EURUSD is trading near the upper weekly Bollinger Bands (20) after peaking higher last week. The move reached a high of 1.1714 and was reversed at a pivotal low from November 2005. This rejection brought the pair down to a level that resisted price moved higher in the beginning of August. This level also coincides with a rising trendline suggesting there is currently more potential in the upside while the immediate downside potential is limited. This view is supported by the Stochastics Oscillator (7,3,3) being oversold and starting to creep higher. The nearest support and resistance levels are at 1.1156 and 1.1369. The 1369 resistance is a daily high from Aug 27th and a pivotal candle low.

The ECB is widely expected to keep policy unchanged, leaving the focus on the updated set of staff projections and the press conference. With growth forecasts overshadowed by concerns about China and lower than expected oil prices keeping headline inflation down, both growth and CPI forecasts are likely to be scaled back.

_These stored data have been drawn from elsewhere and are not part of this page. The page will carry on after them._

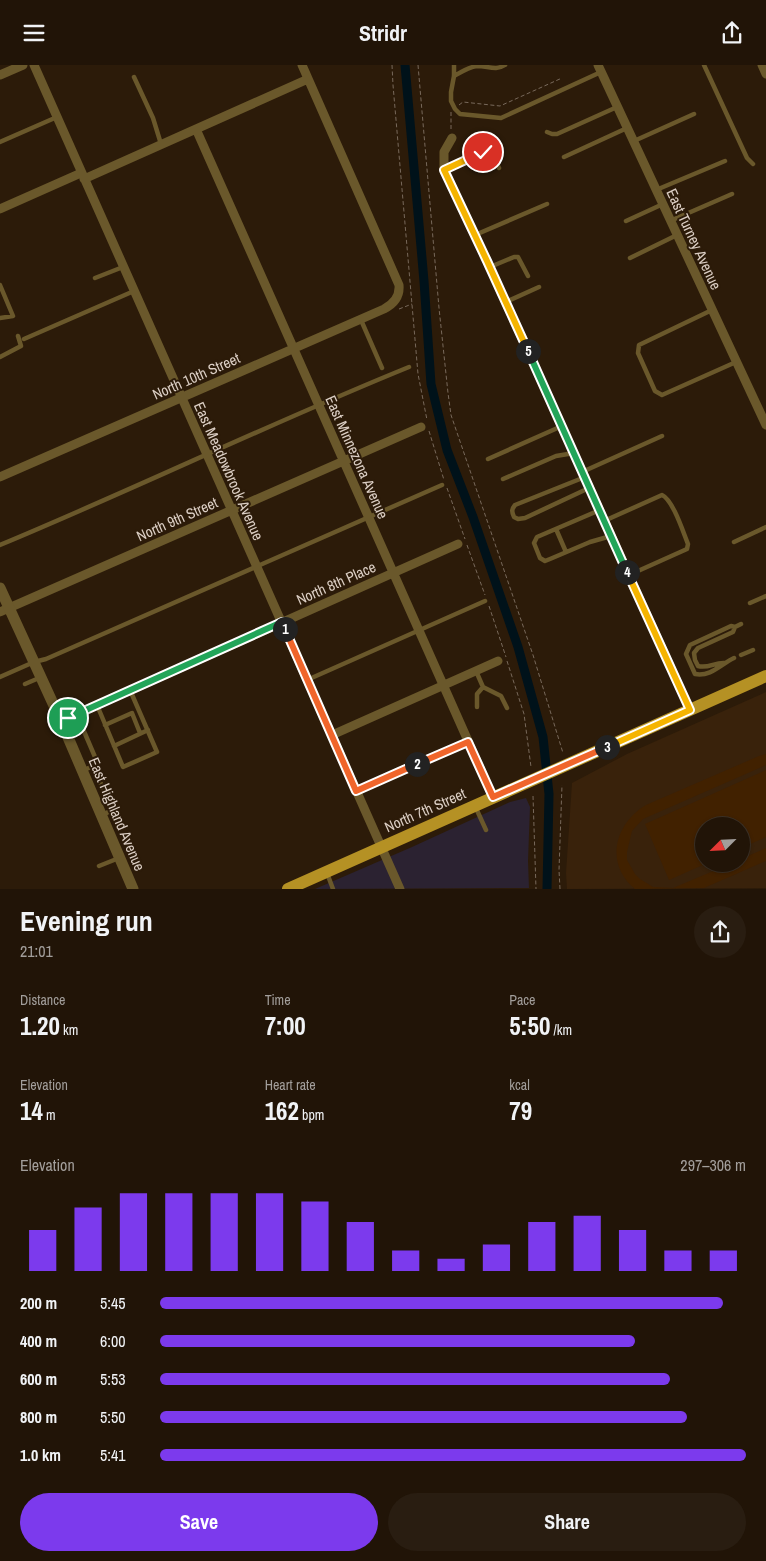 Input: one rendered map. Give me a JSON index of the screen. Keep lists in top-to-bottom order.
{
  "streets": {
    "main road": ["North 7th Street"],
    "street": [
      "East Turney Avenue",
      "North 10th Street",
      "East Minnezona Avenue",
      "East Meadowbrook Avenue",
      "North 9th Street",
      "North 8th Place",
      "East Highland Avenue"
    ]
  },
  "crossings": [
    ["North 10th Street", "East Minnezona Avenue"],
    ["North 10th Street", "East Meadowbrook Avenue"],
    ["East Minnezona Avenue", "North 9th Street"],
    ["East Minnezona Avenue", "North 8th Place"],
    ["East Minnezona Avenue", "North 7th Street"],
    ["East Meadowbrook Avenue", "North 9th Street"],
    ["East Meadowbrook Avenue", "North 8th Place"],
    ["East Meadowbrook Avenue", "North 7th Street"],
    ["North 9th Street", "East Highland Avenue"],
    ["North 8th Place", "East Highland Avenue"]
  ],
  "north": "bottom left",
  "page": {
    "header": "Stridr",
    "pins": [
      "5",
      "4",
      "1",
      "3",
      "2"
    ],
    "heading": ["Evening run", "21:01"],
    "stats": [
      ["Distance", "1.20 km"],
      ["Time", "7:00"],
      ["Pace", "5:50 /km"],
      ["Elevation", "14 m"],
      ["Heart rate", "162 bpm"],
      ["kcal", "79"]
    ],
    "chart": ["Elevation", "297–306 m"],
    "list": [
      {
        "name": "200 m",
        "note": "5:45"
      },
      {
        "name": "400 m",
        "note": "6:00"
      },
      {
        "name": "600 m",
        "note": "5:53"
      },
      {
        "name": "800 m",
        "note": "5:50"
      },
      {
        "name": "1.0 km",
        "note": "5:41"
      }
    ],
    "buttons": ["Save", "Share"]
  }
} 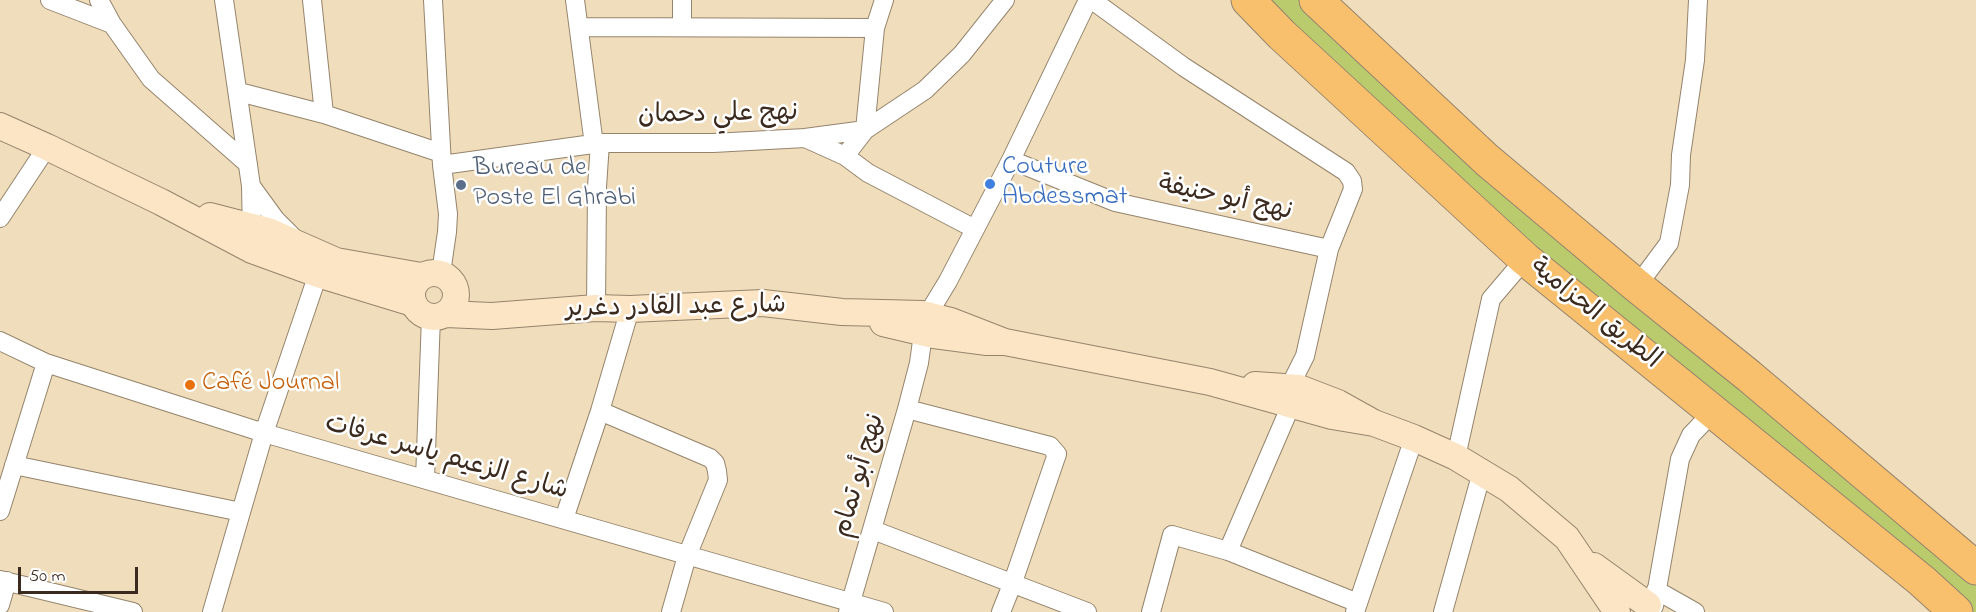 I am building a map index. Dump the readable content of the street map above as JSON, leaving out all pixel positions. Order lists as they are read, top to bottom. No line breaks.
{"streets":{"highway":["الطريق الحزامية"],"main road":["شارع عبد القادر دغرير"],"street":["نهج علي دحمان","نهج أبو حنيفة","شارع الزعيم ياسر عرفات","نهج أبو تمام"]},"crossings":[["نهج علي دحمان","نهج أبو تمام"],["نهج أبو حنيفة","نهج أبو تمام"],["شارع عبد القادر دغرير","نهج أبو تمام"],["شارع الزعيم ياسر عرفات","نهج أبو تمام"]],"places":["Couture Abdessmat","Bureau de Poste El Ghrabi","Café Journal"],"scale_bar":"50 m"} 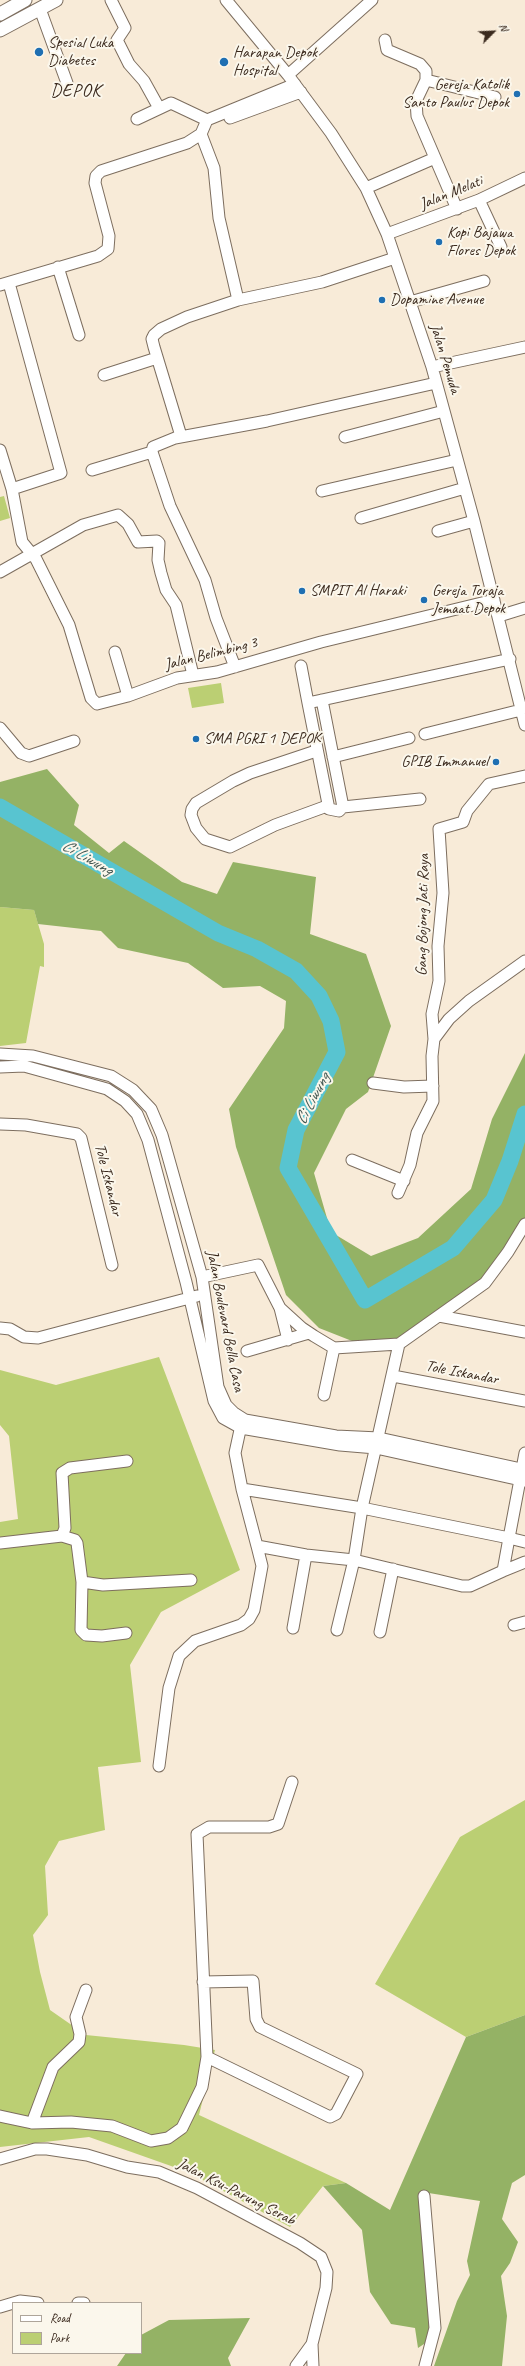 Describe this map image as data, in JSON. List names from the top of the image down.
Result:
{
  "streets": {
    "street": [
      "Jalan Melati",
      "Jalan Pemuda",
      "Jalan Belimbing 3",
      "Gang Bojong Jati Raya",
      "Tole Iskandar",
      "Jalan Boulevard Bella Casa",
      "Jalan Ksu-Parung Serab"
    ]
  },
  "crossings": [
    ["Jalan Melati", "Jalan Pemuda"],
    ["Jalan Pemuda", "Jalan Belimbing 3"]
  ],
  "districts": ["DEPOK"],
  "water": ["Ci Liwung"],
  "places": [
    "Spesial Luka Diabetes",
    "Harapan Depok Hospital",
    "Gereja Katolik Santo Paulus Depok",
    "Kopi Bajawa Flores Depok",
    "Dopamine Avenue",
    "SMPIT Al Haraki",
    "Gereja Toraja Jemaat Depok",
    "SMA PGRI 1 DEPOK",
    "GPIB Immanuel"
  ],
  "legend": ["Road", "Park"],
  "north": "top right"
} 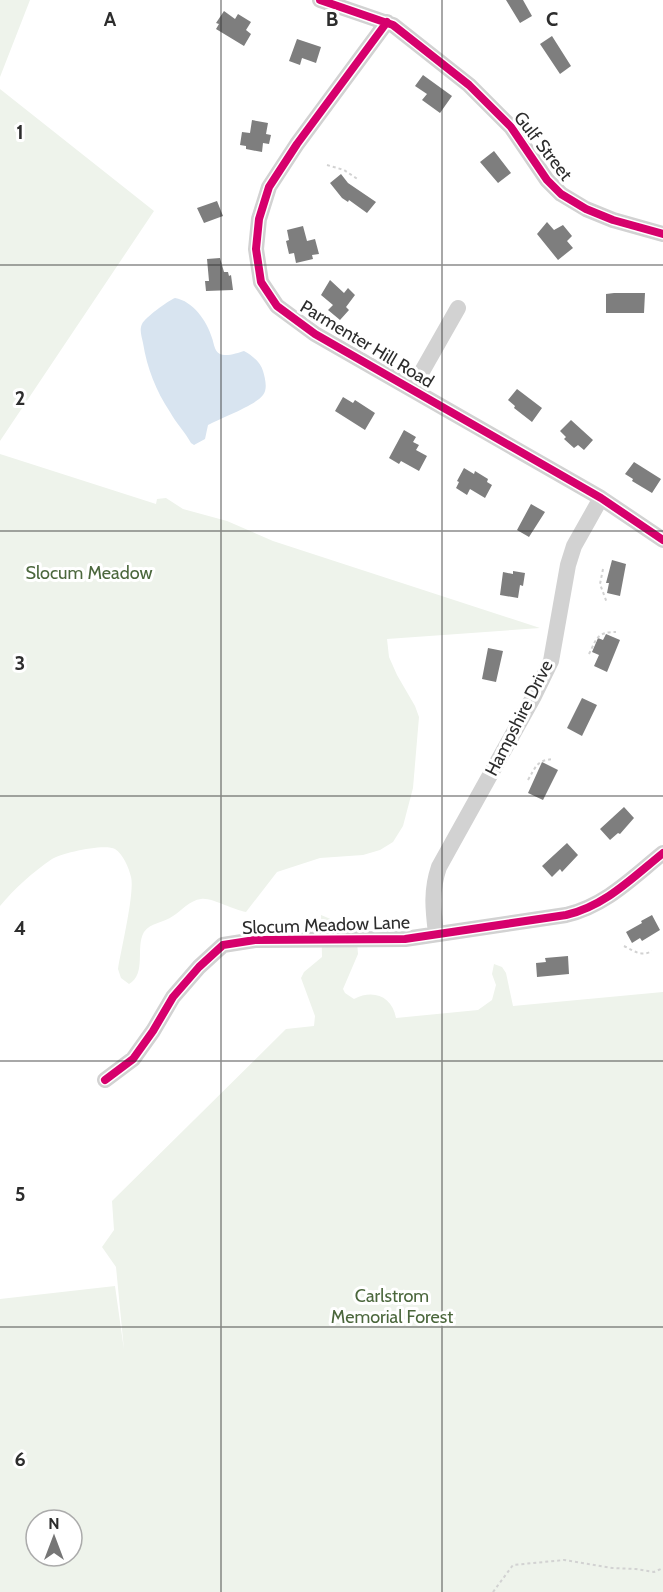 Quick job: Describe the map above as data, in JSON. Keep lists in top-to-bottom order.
{
  "streets": {
    "street": [
      "Gulf Street",
      "Parmenter Hill Road",
      "Hampshire Drive",
      "Slocum Meadow Lane"
    ]
  },
  "crossings": [
    ["Gulf Street", "Parmenter Hill Road"],
    ["Parmenter Hill Road", "Hampshire Drive"],
    ["Hampshire Drive", "Slocum Meadow Lane"]
  ],
  "parks": ["Slocum Meadow", "Carlstrom Memorial Forest"],
  "north": "top",
  "grid": {
    "columns": ["A", "B", "C"],
    "rows": [
      "1",
      "2",
      "3",
      "4",
      "5",
      "6"
    ]
  }
} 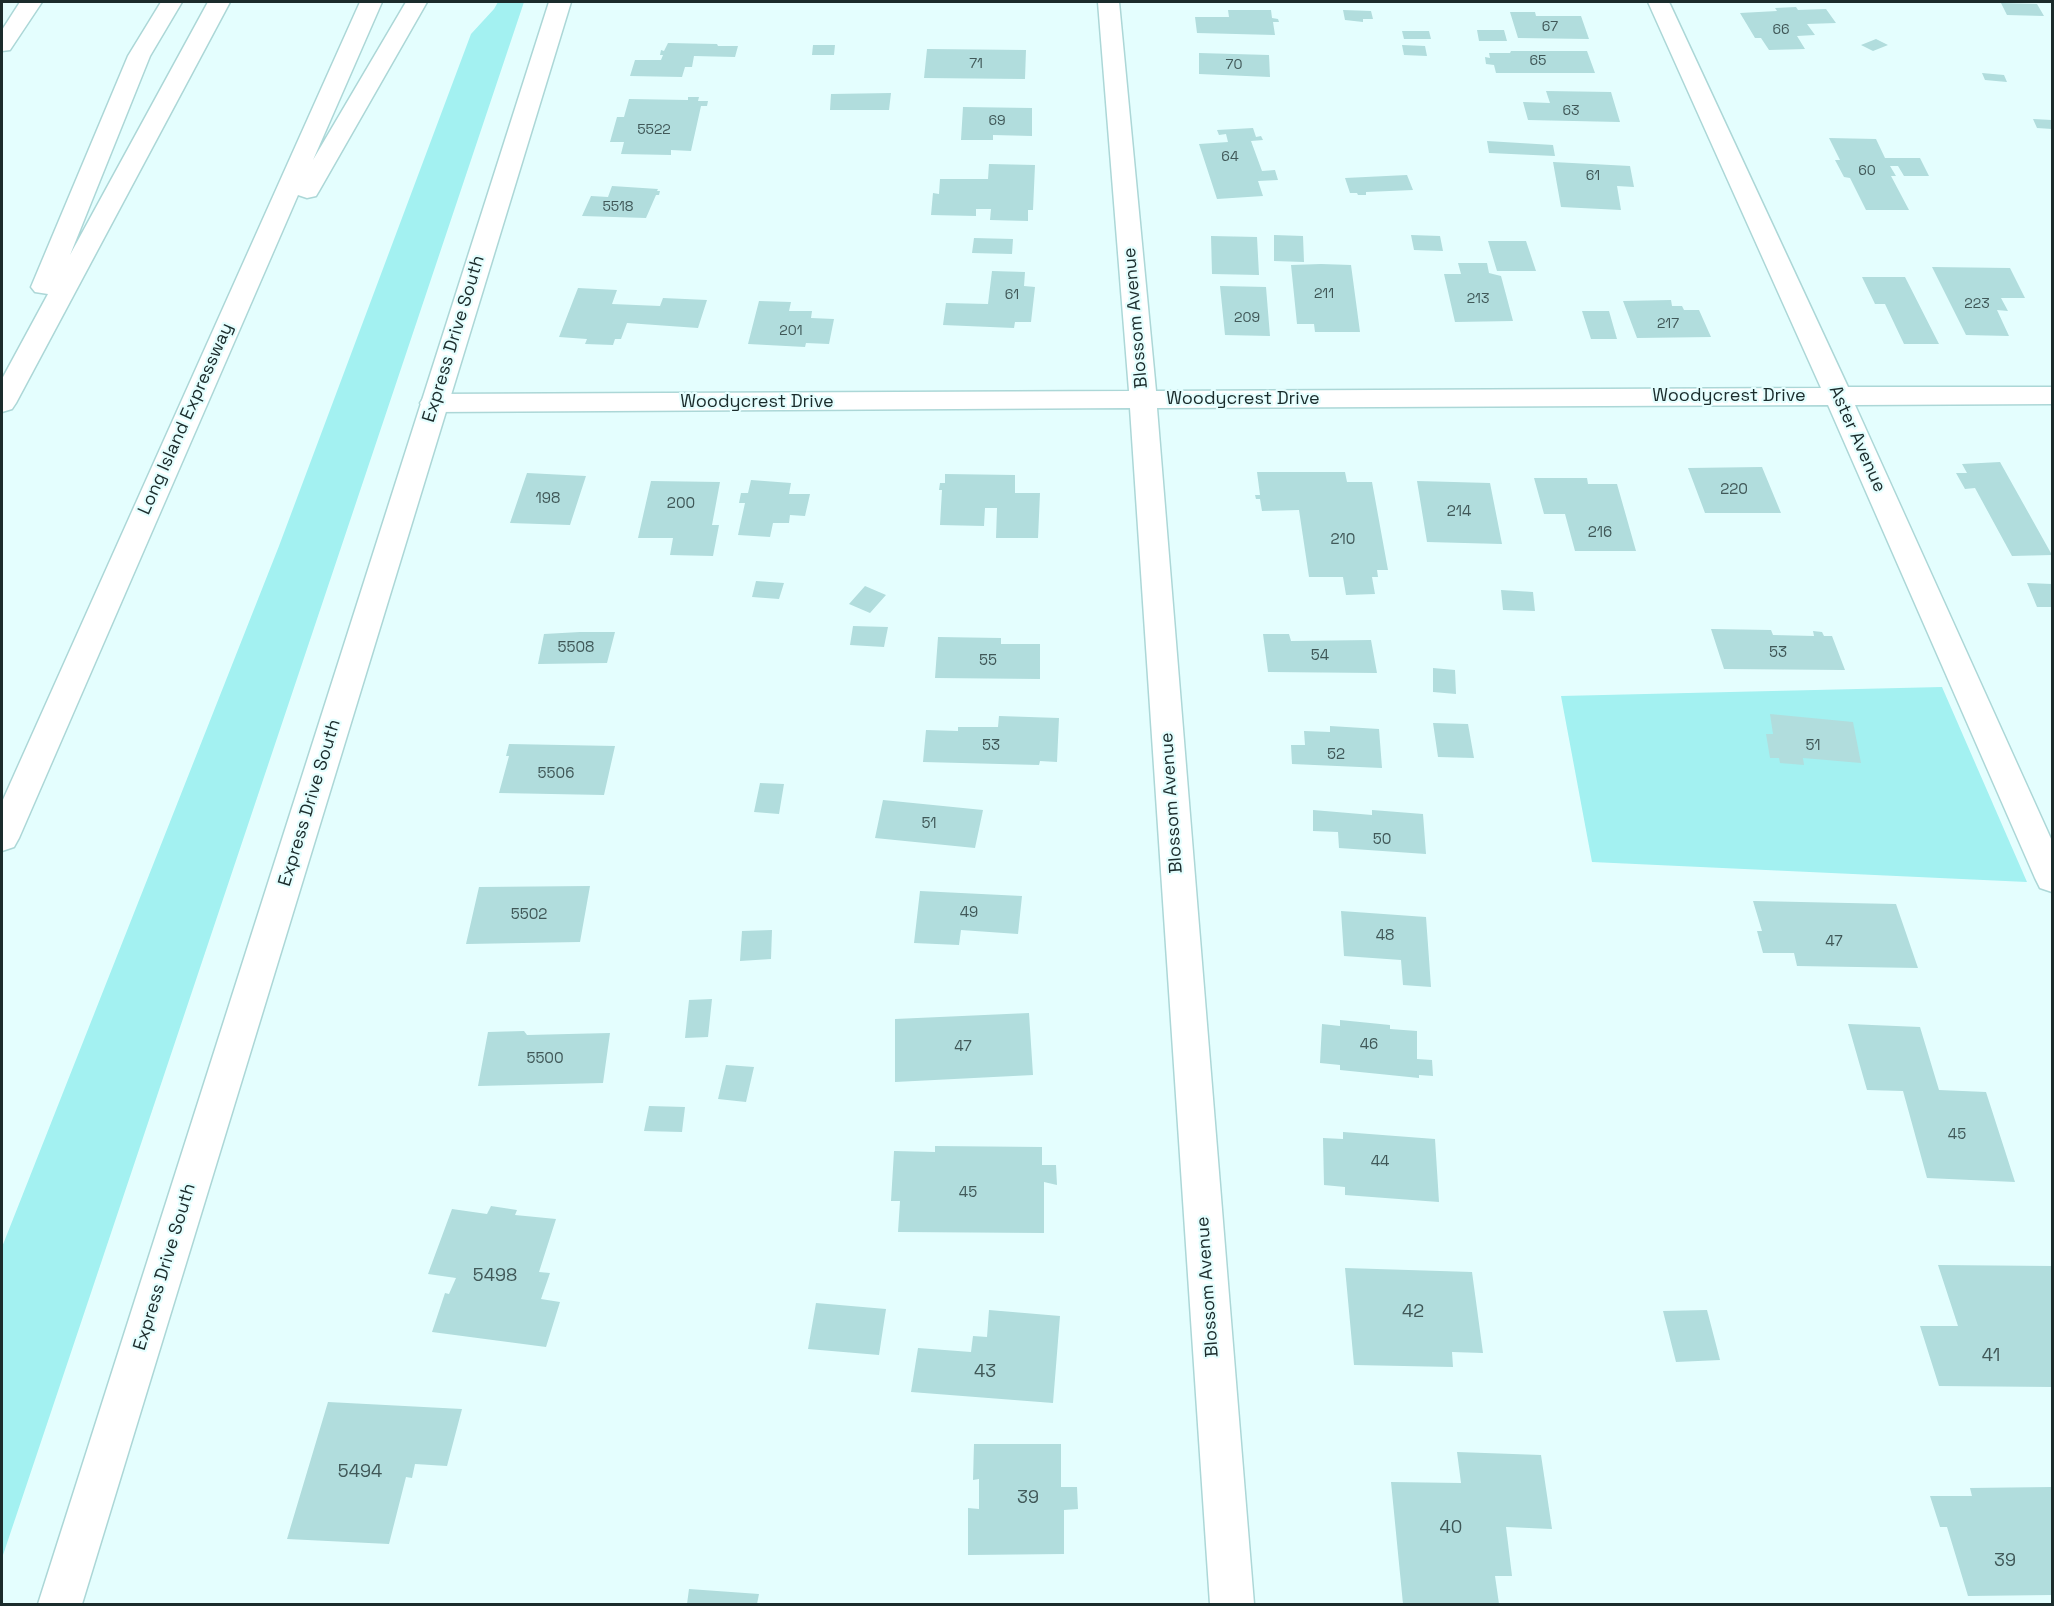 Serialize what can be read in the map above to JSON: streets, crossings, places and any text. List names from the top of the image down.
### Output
{
  "streets": {
    "main road": [
      "Blossom Avenue",
      "Express Drive South",
      "Woodycrest Drive",
      "Long Island Expressway",
      "Aster Avenue"
    ]
  },
  "crossings": [
    ["Blossom Avenue", "Woodycrest Drive"],
    ["Express Drive South", "Woodycrest Drive"],
    ["Woodycrest Drive", "Aster Avenue"]
  ],
  "house_numbers": [
    "67",
    "66",
    "65",
    "71",
    "70",
    "63",
    "69",
    "5522",
    "64",
    "60",
    "61",
    "5518",
    "211",
    "61",
    "213",
    "223",
    "209",
    "217",
    "201",
    "220",
    "198",
    "200",
    "214",
    "216",
    "210",
    "5508",
    "53",
    "54",
    "55",
    "53",
    "51",
    "52",
    "5506",
    "51",
    "50",
    "49",
    "5502",
    "48",
    "47",
    "46",
    "47",
    "5500",
    "45",
    "44",
    "45",
    "5498",
    "42",
    "41",
    "43",
    "5494",
    "39",
    "40",
    "39"
  ]
}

In the base scenario the central bank is pretty much expected to remain on hold into next year, and Draghi will highlight the heightened risks to growth and highlight that the ECB stands ready to act should these risks materialise. Lower than expected inflation meanwhile is almost entirely due to lower oil prices and core inflation is rising, in tandem with money supply growth and a stabilisation in loan growth. If Draghi follows Constancio’s argument that the central bank needs to see through short term volatility caused by energy prices markets are likely to register disappointment, especially as some will be betting on a surprise move already today. So the EUR may rise again.

The IMF is warning the Fed not to tighten policy in a note to policymakers ahead of the weekend’s G20 gathering in Ankara. The Fund argued that the Fed should “remain data-dependent” and not take hasty action “with little evidence of meaningful wage and price pressures so far.” The IMF also calls on the ECB to extend QE, and for the BoJ to stand ready to do the same with its QQE program. The Fund is concerned about low inflation in major economies, arguing that “monetary policy must stay accommodative to prevent real interest rates from rising prematurely,” and also stressed that risks to the global economy have risen.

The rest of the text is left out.